No manifesto, ele exemplifica que os pesquisadores da Ufba tiveram, em 2016, um valor aprovado em projetos que não chega nem a 10% da quantia selecionada em 2015. Ele destaca ainda que “a fundação tem contribuído para o processo de interiorização do ensino superior no estado da Bahia, particularmente apoiando a rede de universidades e institutos, estaduais e federais, disseminados por quase todo nosso território”.
MAIS PROTESTOS
Protestos semelhantes já foram feitos por outras entidades, como o Instituto Gonçalo Muniz, braço da Fiocruz na Bahia, e pela Sociedade Brasileira para o Progresso da Ciência (SBPC), junto com a Academia Brasileira de Ciências (ABC), todos direcionados ao governador Rui Costa (PT).
Na carta conjunta da SBPC e da ABC, de 21 de fevereiro, as entidades destacam o endividamento da fundação.
“A situação já chegou a tal gravidade que a Fapesb se tornou inadimplente com o Conselho Nacional de Desenvolvimento Científico e Tecnológico (CNPq), o que a impede de receber aportes federais a exemplo do que ocorreu recentemente com os recursos da repatriação destinados a atividades de ciência, tecnologia e inovação”, destaca.
Procurado através de assessoria, o governador Rui Costa não se manifestou sobre o conteúdo das cartas até o fechamento desta edição, às 23h.
QUEDA
O presidente da Fapesb, Eduardo Almeida, revela que desde 2015 a instituição tem sofrido com o contingenciamento de recursos. “Nossa execução está em torno de 50% a 55% do que éramos para receber. Se tivéssemos com o repasse 100%, seria algo em torno de R$ 100 milhões, R$ 120 milhões”, diz. Ele ressalva que os pagamentos aos 2.750 bolsistas apoiados pela instituição estão sendo honrados.

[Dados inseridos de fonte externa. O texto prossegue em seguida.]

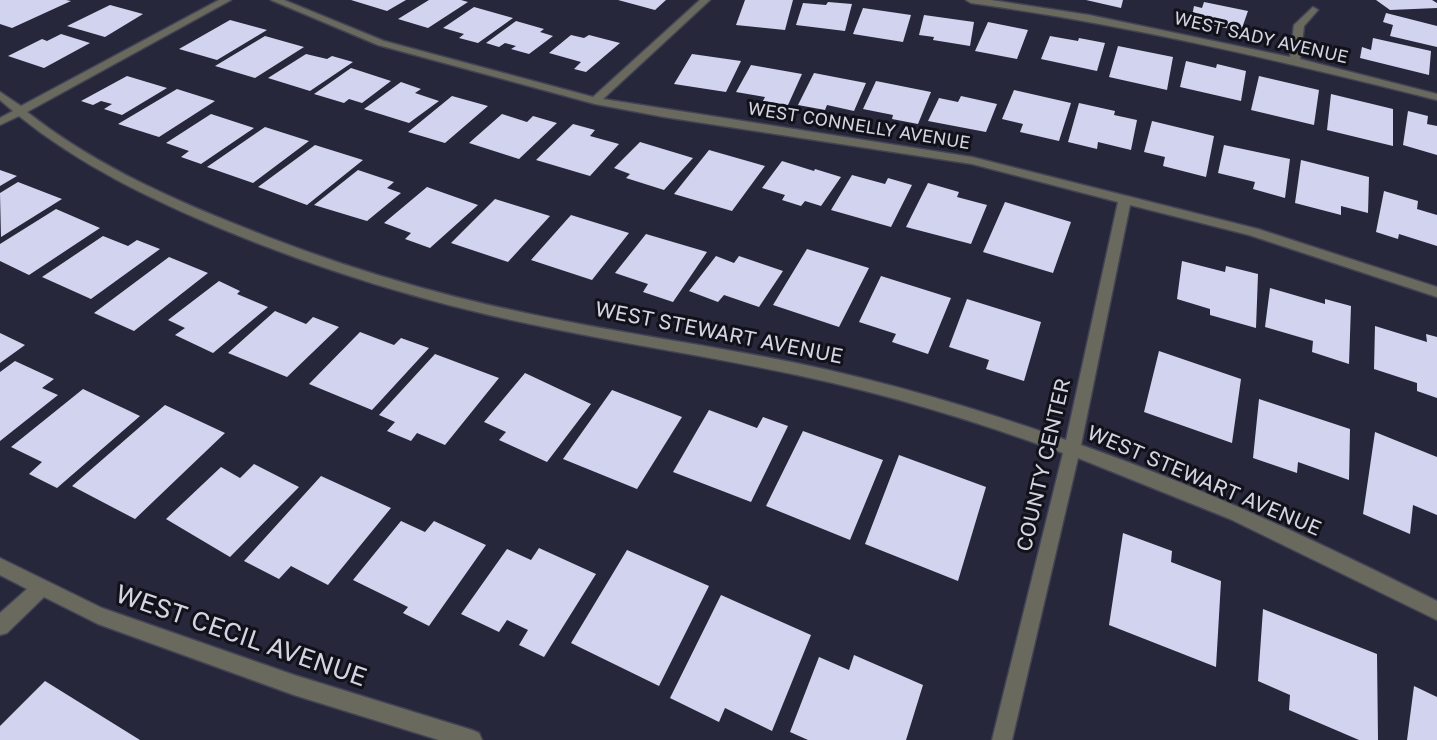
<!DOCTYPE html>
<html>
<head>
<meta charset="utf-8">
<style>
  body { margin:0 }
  canvas { display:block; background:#27273b }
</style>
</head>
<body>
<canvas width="1437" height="740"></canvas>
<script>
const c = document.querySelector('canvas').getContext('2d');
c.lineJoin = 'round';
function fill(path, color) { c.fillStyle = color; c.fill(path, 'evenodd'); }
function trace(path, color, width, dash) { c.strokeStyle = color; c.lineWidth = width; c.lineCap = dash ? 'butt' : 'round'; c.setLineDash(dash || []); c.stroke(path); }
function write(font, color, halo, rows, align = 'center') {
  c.font = font + ' "Golos Text",sans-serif'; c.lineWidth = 6; c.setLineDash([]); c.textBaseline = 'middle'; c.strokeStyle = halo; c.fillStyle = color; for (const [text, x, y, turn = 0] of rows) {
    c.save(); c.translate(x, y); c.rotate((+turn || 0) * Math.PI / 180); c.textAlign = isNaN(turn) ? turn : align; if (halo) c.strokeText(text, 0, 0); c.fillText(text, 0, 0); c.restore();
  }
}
fill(new Path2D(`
  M0 0H66L71 1 12 28 0 24Z
  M351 0H406L387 11Z
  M429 0H461L468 2 428 28 398 19Z
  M618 0H666L655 10Z
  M745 0H793L785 30 736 25Z
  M1086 0H1123L1121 8Z
  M1376 0H1432L1437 3V8L1390 10Z
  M828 2 852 4 845 31 796 25 803 3 826 5Z
  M1204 2 1248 11 1241 31 1191 21 1194 6 1202 8Z
  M110 5 143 14 105 37 67 26Z
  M474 7 513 18 478 43 459 38 464 34 443 28Z
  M863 8 911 15 903 42 853 34Z
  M1386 13 1437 26V47L1390 36 1393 25 1383 22Z
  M924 15 974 22 970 46 933 40 934 37 919 35Z
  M230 20 267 30 217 60 179 49Z
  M516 21 544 29 540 32 553 36 529 54 511 49 516 46 505 43 499 47 486 43Z
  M988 22 1028 30 1017 59 975 51Z
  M61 34 90 43 44 68 8 56 42 39 47 41Z
  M571 35 584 38 589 35 620 43 586 72 574 69 581 62 549 53Z
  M265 36 304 47 255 78 215 66Z
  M1050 36 1078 41 1079 38 1105 43 1097 71 1041 59Z
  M1373 38 1431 51 1429 75 1360 58 1362 47 1371 50Z
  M1118 46 1173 57 1167 90 1109 77Z
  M306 54 327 59 332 56 353 62 310 91 268 78Z
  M692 54 741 61 726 92 674 84Z
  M1186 61 1216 68 1217 64 1246 71 1241 101 1180 87Z
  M751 65 802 74 788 105 763 101 765 97 736 92Z
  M351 68 391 81 362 103 349 99 344 103 314 94Z
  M814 73 866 83 854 111 827 105 825 110 798 105Z
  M127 76 167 88 122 115 104 109 112 104 101 101 93 105 81 101Z
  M1259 76 1319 90 1314 125 1251 110Z
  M876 81 931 92 918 124 892 119 893 115 863 109Z
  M401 82 421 89 415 93 439 101 409 123 364 109Z
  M177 89 215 101 159 137 118 124Z
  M1014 90 1071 103 1059 141 1020 132 1023 124 1002 119Z
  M1331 94 1393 109V146L1327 130Z
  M452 96 488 106 445 143 408 132Z
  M961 96 997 104 986 132 928 121 939 98 958 102Z
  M1079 103 1115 111 1114 115 1137 120 1131 150 1098 142 1097 149 1068 142Z
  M1408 111 1428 116 1427 124 1437 126V155L1403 145Z
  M211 114 254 128 201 164 181 157 189 151 166 143Z
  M502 114 527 122 533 116 557 123 519 159 469 143Z
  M1152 121 1214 136 1206 177 1163 166 1165 157 1144 152Z
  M573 124 595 130 590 136 619 144 590 176 536 160Z
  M265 127 309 141 253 183 207 167Z
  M640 142 693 158 664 190 626 178 630 174 614 168Z
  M315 145 363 160 307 205 258 187Z
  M1224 145 1290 159 1285 198 1253 189 1255 182 1218 173Z
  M709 150 765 166 732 211 674 194Z
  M1301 160 1369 177 1368 213 1341 206V215L1295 203Z
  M782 161 814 171 815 169 841 177 821 206 805 201 801 206 782 200 785 195 762 188Z
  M0 170 17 176 0 186Z
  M358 170 394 182 387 188 401 193 367 221 314 205Z
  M852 175 885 184 888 178 912 185 891 227 831 210Z
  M18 182 62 199 1 237 0 193Z
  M928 183 959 192 957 197 987 205 971 244 906 227Z
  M427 187 478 205 430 248 405 239 411 233 384 223Z
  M1384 191 1418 201 1417 209 1437 215V246L1399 234 1398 239 1376 232Z
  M495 199 550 216 508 262 451 243Z
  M1005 202 1071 222 1053 273 983 252Z
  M56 209 100 228 29 275 0 261V244Z
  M571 215 629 233 592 280 531 260Z
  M646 234 707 252 673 302 643 292 648 284 615 273Z
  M103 236 128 246 137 240 160 249 91 299 42 277Z
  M807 249 869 268 839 327 773 305Z
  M716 256 734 263 739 256 783 271 759 307 724 295 718 302 689 291Z
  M169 257 208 273 134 331 94 313Z
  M1182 261 1225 272 1226 266 1258 274 1256 328 1210 315V309L1177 299Z
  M881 276 951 298 928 354 892 342 896 334 859 322Z
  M219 281 240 291 237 294 268 307 213 353 175 335 185 328 168 320Z
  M1270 288 1325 304V299L1351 306 1349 364 1312 352 1313 341 1265 327Z
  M967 299 1041 322 1024 381 986 369 989 360 949 347Z
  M275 311 306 324 313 317 339 327 287 377 228 353Z
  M1375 326 1427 342 1426 334 1437 337V398L1417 391V383L1374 369Z
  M360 332 394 345 401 338 429 348 372 410 309 384Z
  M0 333 25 345 0 363Z
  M1159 351 1241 379 1232 443 1144 412Z
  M435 354 499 378 445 445 417 433 411 441 387 431 395 422 379 415Z
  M15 361 54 379 42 388 58 395 0 441V372Z
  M525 373 591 404 547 462 499 440 506 432 484 422Z
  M83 389 140 416 57 488 29 474 42 462 11 447Z
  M612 390 682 417 637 489 563 459Z
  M1259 399 1350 429 1349 480 1298 462 1297 473 1253 458Z
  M165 405 225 433 135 519 72 486Z
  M709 410 757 428 763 417 788 426 751 502 673 472Z
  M803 431 883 460 850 540 766 506Z
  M1375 432 1437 457V515L1413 505 1410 534 1363 514Z
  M899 455 986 487 958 581 865 544Z
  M254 464 299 487 230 557 166 519 221 467 240 478Z
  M321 476 391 508 328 585 291 566 279 579 244 561Z
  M401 521 425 532 434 521 486 545 429 626 403 613 408 607 353 580Z
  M1123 533 1172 551 1171 562 1221 581 1216 667 1109 625Z
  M539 548 596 574 544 657 519 645 528 630 507 620 499 632 461 614 507 549 531 560Z
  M627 550 709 586 659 686 571 643Z
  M721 595 811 635 772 731 725 708 719 722 670 698Z
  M1263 609 1377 654 1378 740H1359L1289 710 1290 695 1258 681Z
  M854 655 923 685 906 740H808L790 732 819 657 849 670Z
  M45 681 140 740H0V726Z
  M1414 686 1437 697V740H1407Z`), '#d2d3ee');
const minor = new Path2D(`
  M219 0H231L27 112C88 160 158 193 230 222 327 262 428 293 530 314 618 333 708 345 796 363 888 382 978 409 1066 440L1118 202 972 164 664 117 595 104 378 45 271 0H284L384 41 593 97 700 0H710L603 99 972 157 1258 229 1437 287V297L1249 235 1130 205 1081 445C1204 488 1321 543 1437 601V620L1230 519 1078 458 1012 740H992L1063 453C976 421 887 394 797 375 708 356 618 343 530 324 425 302 321 270 222 229 150 199 80 165 19 116L0 125V118L13 111 0 100V92L21 106Z
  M966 0H991L1089 15 1290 57 1294 25 1313 7 1318 10 1304 26 1300 59 1437 94V100C1282 61 1129 25 971 3Z
  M0 558 102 608 294 675 472 730 479 733 482 740H439L294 695 98 624 44 597 7 633 0 635V613L27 589 0 575Z`);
trace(minor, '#434356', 3);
fill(minor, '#6a695e');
write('18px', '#d3d4e1', '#11111a', [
  ["WEST SADY AVENUE",1261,38,13],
  ["WEST CONNELLY AVENUE",859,126,9]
]);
write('21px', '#d3d4e1', '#11111a', [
  ["WEST STEWART AVENUE",719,333,11],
  ["COUNTY CENTER",1044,465,-77],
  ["WEST STEWART AVENUE",1204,481,23]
]);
write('26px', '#d3d4e1', '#11111a', [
  ["WEST CECIL AVENUE",241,636,19]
]);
</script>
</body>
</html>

Segundo ele, o resultado varia de acordo com arrecadação de impostos estaduais, já que o Artigo 5º da Lei Estadual nº 7.888/2001 determina que o governo repasse 1% da Receita Tributária Líquida para a fundação. Porém entre 2014 e 2016 não houve alterações significativas na arrecadação tributária do estado, de acordo com o Transparência Bahia.
Enquanto em 2014 a receita tributária bruta arrecadada foi de R$ 20,251 bilhões, em 2016 subiu para R$ 20,502 bilhões. Quando questionada sobre o cumprimento desse repasse legal, a Secretaria da Fazenda do Estado da Bahia (Sefaz) afirmou, em nota, que “as únicas vinculações de receitas permitidas são aquelas de natureza constitucional, o que não é o caso em pauta”.
A informação divulgada pela Sefaz é de que, em 2016, foram repassados R$ 60,7 milhões para a Fapesb e, deste montante, ainda falta R$ 1,9 milhão a ser quitado. Para o ano de 2017, deve ser repassado um valor semelhante, de acordo com a pasta. Cerca de 80% dos recursos da Fapesb são provenientes de repasses do governo do estado; o restante vem de parcerias internacionais e federais.
O presidente da Fapesb ressalta a importância social da instituição, principalmente para a formação de mestres e doutores, e a contradição que é ter uma redução tão significativa no repasse de verbas.
“Em 2000, a Fapesb não existia e a Bahia tinha 30 projetos de pós-graduação. Oito anos depois da sua fundação, em 2009, a Bahia já contava com mais de 100 programas. “Hoje, a Bahia cresceu, por causa do surgimento de novas universidades no estado. A demanda aumentou e os recursos diminuíram”, comenta.
Eduardo Almeida diz, no entanto, que houve reuniões com a Secretaria de Ciência, Tecnologia e Inovação (Secti) e com a Sefaz para discutir soluções para o problema. Mas ele não disse que medidas seriam tomadas. Procurada, a Secti disse que não iria se pronunciar sobre o assunto.
O médico Mitermayer Galvão Reis, pesquisador ligado à Fiocruz, aponta o prejuízo causado pela suspensão das pesquisas. “Eu faria um apelo ao governador para que os recursos sejam liberados. A Fapesb teve uma importância enorme no desenvolvimento científico no estado”, diz.